Around him, the forest seemed to shift. The hum of life rose into an uneven, mournful chorus. The sound was soft at first, like the murmuring of distant voices, but it grew louder—a cacophony of whispers that filled the glade.

The voices weren’t like before. Not the forest’s usual language of wind and leaf, root and water. There was something artificial in them—like a reflection misaligned, the cadence wrong, the breath missing. They spoke in rhythms that mimicked the forest but never quite belonged to it. As if something else had learned the language and twisted it into a weapon.These whispers were wrong—jagged, like fractured bone. As if something else had learned to mimic the forest but missed the rhythm, the meaning. A hollow echo of what once was.

His breath hitched as a particular phrase pierced through the others, clearer than the rest:

“You failed us.”

The words weren’t spoken, not truly. But they etched themselves across his mind like scars, and something inside him cracked. Shame lanced through his chest—because part of him believed it. He had waited too long. He had let the tree fall silent.

He stumbled back from the oak, his knees pressing into the dimming moss. “No,” he whispered, though he didn’t know if he was denying the message—or agreeing with it.

His fingers closed around the wooden pendant.

The leaf, carved long ago, pulsed once against his skin. Warm. Real. A heartbeat from another time.

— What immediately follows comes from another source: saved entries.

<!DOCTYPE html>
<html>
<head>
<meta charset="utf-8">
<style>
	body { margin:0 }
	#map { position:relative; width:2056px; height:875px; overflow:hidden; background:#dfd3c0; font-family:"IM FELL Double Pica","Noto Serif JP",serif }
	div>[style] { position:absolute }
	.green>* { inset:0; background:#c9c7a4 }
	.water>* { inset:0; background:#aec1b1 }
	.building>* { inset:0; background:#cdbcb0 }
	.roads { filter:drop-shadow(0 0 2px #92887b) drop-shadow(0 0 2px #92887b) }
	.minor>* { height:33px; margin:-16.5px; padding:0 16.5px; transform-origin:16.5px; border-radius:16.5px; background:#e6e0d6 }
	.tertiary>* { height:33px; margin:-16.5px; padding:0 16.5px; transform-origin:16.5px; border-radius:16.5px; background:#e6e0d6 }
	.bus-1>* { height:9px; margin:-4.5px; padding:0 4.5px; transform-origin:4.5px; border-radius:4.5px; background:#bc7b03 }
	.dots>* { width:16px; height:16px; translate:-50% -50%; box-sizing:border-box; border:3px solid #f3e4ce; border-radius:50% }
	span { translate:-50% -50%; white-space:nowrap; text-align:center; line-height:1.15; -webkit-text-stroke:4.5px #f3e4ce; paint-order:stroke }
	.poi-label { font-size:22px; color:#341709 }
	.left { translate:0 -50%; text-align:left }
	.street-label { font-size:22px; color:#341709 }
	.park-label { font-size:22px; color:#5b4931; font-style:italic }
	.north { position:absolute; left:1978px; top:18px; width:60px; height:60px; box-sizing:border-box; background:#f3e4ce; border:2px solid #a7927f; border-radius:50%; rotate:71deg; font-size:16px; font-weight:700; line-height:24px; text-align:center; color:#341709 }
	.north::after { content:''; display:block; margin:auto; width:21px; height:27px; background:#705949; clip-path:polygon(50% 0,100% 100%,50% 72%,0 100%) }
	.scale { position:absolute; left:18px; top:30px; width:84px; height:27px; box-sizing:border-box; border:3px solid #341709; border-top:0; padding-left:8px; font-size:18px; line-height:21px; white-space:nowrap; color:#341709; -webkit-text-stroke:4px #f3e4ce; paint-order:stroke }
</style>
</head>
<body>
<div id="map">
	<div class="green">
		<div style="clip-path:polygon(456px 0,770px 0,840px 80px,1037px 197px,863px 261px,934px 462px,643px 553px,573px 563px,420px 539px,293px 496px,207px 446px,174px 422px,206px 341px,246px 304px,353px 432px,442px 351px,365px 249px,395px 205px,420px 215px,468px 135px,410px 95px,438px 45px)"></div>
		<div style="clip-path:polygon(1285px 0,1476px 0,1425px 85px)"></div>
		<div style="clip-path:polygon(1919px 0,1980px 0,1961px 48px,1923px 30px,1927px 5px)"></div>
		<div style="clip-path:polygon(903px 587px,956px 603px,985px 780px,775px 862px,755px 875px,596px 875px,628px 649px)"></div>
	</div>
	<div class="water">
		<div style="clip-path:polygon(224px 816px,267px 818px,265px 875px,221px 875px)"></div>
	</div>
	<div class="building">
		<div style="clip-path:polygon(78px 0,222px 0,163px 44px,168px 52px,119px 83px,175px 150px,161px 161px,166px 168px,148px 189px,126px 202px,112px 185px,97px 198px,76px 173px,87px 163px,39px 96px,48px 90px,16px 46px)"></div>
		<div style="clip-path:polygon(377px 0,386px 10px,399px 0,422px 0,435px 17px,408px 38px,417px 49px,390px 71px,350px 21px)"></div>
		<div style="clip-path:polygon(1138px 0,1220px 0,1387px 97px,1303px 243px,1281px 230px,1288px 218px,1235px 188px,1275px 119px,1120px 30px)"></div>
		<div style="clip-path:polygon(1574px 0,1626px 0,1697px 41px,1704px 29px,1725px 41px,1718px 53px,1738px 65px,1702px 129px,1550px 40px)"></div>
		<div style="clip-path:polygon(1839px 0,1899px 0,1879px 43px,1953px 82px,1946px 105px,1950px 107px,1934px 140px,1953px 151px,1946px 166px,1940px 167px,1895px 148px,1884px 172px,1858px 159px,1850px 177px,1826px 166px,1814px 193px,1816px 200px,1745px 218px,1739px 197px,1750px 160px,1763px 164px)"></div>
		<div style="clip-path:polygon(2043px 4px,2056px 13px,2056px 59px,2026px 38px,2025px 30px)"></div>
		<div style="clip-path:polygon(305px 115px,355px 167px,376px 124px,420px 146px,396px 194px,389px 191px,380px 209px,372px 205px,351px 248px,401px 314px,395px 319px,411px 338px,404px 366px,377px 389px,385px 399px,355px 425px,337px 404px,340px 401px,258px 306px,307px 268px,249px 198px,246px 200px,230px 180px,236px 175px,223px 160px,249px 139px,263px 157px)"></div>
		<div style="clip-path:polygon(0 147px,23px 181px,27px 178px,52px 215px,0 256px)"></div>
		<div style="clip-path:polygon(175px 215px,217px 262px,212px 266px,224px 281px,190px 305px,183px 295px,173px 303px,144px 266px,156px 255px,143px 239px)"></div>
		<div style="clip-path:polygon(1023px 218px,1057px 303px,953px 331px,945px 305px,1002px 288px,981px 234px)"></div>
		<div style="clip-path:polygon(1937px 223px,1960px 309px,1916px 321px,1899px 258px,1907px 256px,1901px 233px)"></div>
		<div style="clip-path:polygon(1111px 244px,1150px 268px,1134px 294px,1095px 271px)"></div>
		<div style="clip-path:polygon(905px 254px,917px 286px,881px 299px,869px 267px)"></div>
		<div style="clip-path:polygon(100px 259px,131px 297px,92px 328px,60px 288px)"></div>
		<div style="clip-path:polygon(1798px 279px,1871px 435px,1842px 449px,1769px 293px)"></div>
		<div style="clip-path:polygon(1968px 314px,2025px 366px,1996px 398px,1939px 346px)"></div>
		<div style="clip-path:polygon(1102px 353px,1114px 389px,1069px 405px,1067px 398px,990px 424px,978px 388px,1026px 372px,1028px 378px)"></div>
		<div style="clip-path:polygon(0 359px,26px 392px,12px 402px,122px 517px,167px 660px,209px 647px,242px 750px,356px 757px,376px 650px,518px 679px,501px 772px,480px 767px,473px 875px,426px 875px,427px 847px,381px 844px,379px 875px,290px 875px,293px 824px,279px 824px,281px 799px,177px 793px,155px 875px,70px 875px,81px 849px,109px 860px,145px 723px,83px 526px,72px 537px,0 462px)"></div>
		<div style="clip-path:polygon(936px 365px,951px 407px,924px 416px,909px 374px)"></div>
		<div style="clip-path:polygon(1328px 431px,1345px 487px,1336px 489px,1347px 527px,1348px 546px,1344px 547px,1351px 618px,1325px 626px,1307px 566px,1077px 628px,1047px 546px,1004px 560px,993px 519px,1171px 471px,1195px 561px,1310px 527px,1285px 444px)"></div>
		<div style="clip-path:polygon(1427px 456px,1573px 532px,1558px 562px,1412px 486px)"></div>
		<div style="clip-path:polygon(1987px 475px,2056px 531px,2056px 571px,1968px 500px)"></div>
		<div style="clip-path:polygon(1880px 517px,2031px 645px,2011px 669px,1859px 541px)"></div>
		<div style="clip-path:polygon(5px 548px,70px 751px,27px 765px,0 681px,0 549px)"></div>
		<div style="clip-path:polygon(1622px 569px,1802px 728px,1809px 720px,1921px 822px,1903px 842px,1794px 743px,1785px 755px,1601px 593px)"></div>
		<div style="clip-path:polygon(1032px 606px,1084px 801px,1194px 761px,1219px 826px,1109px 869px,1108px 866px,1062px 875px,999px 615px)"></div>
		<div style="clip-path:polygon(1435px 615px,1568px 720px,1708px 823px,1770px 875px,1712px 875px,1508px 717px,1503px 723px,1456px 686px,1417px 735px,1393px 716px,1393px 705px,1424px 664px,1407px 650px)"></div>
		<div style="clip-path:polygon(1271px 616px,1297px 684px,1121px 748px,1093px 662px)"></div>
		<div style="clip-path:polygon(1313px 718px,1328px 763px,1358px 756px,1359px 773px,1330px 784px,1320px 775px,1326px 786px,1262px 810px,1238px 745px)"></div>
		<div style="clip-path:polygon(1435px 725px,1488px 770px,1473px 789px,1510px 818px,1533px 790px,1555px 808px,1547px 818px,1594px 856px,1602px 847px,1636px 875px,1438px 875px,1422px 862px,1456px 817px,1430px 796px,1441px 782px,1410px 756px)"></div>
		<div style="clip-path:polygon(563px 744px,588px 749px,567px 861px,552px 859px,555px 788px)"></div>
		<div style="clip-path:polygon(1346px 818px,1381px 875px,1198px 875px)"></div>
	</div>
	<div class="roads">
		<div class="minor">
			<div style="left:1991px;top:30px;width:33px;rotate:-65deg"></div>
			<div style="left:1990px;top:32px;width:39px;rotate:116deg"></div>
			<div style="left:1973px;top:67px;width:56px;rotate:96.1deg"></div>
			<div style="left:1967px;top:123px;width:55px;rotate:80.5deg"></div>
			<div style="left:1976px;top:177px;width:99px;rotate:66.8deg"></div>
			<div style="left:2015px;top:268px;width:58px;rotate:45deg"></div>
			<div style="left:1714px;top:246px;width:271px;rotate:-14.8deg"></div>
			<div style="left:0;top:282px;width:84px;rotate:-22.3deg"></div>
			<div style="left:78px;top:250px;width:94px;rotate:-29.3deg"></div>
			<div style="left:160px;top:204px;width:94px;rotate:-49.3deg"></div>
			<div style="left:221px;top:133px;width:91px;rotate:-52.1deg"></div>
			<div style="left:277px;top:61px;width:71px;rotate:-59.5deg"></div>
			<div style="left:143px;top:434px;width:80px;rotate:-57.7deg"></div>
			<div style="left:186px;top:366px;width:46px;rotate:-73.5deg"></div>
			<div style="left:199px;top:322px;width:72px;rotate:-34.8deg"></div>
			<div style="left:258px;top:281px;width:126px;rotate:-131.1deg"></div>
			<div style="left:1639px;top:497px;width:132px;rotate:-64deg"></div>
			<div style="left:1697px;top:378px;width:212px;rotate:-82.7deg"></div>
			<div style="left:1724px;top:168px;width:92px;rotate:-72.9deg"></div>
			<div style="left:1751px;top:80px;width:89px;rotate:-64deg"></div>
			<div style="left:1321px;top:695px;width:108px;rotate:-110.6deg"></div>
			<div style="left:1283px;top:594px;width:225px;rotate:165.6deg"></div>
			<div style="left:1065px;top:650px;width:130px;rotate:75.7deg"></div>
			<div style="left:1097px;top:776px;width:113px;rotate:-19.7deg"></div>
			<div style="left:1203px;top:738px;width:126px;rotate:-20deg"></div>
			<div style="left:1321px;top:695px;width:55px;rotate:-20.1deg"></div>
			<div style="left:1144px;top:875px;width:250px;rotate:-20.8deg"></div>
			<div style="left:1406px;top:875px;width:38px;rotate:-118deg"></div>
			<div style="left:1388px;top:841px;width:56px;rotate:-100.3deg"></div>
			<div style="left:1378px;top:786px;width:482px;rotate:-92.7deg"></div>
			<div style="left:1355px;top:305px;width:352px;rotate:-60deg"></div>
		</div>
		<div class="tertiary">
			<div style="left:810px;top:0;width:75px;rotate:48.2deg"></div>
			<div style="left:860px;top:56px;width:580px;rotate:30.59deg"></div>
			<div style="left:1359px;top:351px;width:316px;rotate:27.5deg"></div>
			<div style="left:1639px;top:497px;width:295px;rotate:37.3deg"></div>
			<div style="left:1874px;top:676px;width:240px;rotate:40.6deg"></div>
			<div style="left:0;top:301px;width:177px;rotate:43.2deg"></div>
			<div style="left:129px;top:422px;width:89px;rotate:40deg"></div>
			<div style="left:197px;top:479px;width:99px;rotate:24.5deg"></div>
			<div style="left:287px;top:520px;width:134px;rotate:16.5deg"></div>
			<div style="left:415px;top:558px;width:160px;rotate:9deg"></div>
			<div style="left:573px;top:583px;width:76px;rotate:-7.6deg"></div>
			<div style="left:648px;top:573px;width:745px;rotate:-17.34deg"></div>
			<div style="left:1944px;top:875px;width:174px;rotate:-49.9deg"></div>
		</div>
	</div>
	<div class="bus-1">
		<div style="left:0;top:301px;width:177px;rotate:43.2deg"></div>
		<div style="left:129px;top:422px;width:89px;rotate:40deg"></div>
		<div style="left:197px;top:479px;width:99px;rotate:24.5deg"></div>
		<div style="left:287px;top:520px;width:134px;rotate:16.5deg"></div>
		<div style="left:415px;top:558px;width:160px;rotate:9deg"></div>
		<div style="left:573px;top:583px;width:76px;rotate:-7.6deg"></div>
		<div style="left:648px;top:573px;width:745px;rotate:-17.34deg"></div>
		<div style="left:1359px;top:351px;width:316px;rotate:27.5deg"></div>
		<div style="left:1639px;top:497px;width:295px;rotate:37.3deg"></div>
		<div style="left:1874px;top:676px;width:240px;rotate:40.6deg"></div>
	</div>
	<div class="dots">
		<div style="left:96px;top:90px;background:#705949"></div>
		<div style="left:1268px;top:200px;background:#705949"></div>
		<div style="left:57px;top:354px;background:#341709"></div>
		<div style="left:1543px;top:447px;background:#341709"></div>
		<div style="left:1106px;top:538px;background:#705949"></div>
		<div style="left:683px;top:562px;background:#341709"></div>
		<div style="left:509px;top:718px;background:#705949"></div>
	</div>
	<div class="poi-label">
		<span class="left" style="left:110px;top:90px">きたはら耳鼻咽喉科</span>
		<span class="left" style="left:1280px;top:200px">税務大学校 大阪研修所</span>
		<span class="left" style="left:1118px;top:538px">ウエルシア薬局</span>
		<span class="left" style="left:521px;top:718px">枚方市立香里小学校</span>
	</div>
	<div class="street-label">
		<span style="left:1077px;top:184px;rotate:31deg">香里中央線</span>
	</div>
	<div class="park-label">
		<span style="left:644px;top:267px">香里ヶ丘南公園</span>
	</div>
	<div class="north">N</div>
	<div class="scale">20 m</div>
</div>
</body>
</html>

His mother had said it was a gift. But it had always felt heavier than memory. As if it remembered something older than her, than him.

And then—movement.

A flicker of white in the trees.

But this time, it didn’t vanish. It paused.

It watched.

The shape was too still, too precise to be mere mist or illusion. Not animal. Not entirely human. It shimmered at the edge of perception—half-formed and yet intimately known. Something in Lyric’s chest pulled toward it, even as every instinct warned him to look away.

Not a threat. Not a ghost. A mirror, just beyond reach.

Its presence felt... familiar. Not to the mind, but to the forest inside him. As if it were made of the same thread.

And then it was gone.

Lyric rose slowly. The oak still sagged, but the whispers had faded. The forest exhaled—but it wasn’t peace.

It was preparation.

He turned toward the deep woods, where the stones lay waiting.

He didn’t know yet what the forest wanted.

But someone—or something—had heard his promise. And this time, it would not wait.

The forest had spoken through silence. Now, it was asking him to choose.